The company's senior executives agreed to move from Seattle, where the main production facilities were located, to Chicago. More importantly, the more focused business reviewed risky investments in new civil projects with much greater scepticism. The strategic decision was to redirect resources towards projects for the US military that involved low financial risk. Chicago had the advantage of being nearer to Washington, where government funds were dispensed.
So Boeing's civil orderbook today lags that of Airbus, the European consortium whose aims were not initially commercial but which has, almost by chance, become a profitable business.
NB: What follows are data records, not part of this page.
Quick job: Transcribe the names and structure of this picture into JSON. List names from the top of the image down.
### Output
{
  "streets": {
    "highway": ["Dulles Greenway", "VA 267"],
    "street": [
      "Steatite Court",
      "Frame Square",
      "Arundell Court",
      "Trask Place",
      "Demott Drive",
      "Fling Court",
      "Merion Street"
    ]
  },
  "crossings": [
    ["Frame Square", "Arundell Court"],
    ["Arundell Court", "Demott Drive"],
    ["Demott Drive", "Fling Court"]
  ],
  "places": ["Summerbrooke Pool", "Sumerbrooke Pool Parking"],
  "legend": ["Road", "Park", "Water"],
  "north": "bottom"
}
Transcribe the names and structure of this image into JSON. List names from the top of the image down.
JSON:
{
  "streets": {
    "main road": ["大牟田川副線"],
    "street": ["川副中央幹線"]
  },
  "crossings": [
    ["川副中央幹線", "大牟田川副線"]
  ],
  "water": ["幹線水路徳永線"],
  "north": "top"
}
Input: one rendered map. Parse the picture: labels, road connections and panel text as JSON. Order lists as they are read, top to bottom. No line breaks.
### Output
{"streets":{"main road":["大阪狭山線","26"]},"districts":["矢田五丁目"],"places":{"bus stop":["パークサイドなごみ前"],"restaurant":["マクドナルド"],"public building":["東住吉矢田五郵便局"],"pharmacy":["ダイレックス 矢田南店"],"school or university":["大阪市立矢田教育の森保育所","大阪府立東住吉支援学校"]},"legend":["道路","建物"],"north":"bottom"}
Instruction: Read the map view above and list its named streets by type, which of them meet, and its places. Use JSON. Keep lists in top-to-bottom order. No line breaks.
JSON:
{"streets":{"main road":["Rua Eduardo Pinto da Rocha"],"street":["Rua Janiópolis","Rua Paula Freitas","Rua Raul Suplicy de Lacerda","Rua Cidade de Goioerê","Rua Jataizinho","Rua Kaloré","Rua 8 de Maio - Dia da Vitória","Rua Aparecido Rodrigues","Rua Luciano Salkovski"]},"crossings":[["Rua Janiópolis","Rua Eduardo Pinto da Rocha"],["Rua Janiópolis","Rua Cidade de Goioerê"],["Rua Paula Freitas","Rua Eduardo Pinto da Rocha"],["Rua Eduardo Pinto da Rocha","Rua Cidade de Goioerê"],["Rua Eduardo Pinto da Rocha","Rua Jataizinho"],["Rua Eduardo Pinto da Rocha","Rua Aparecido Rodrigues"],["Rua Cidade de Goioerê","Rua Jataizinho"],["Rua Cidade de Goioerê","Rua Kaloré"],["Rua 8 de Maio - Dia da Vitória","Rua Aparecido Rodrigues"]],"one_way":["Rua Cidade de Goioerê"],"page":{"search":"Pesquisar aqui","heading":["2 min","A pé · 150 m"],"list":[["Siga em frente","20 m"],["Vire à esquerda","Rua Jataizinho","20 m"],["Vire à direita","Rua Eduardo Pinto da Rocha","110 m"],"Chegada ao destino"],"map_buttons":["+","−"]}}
And the strategy of getting close to the Pentagon proved counter- productive: the company got too close to the Pentagon, and faced allegations of corruption. And what was the market's verdict on the company's performance in terms of unit cost, return on investment and shareholder return? Boeing stock, $48 when Condit took over, rose to $70 as he affirmed the commitment to shareholder value; by the time of his enforced resignation in December 2003 it had fallen to $38.
Re:I don't read Forbes (Score:5, Insightful)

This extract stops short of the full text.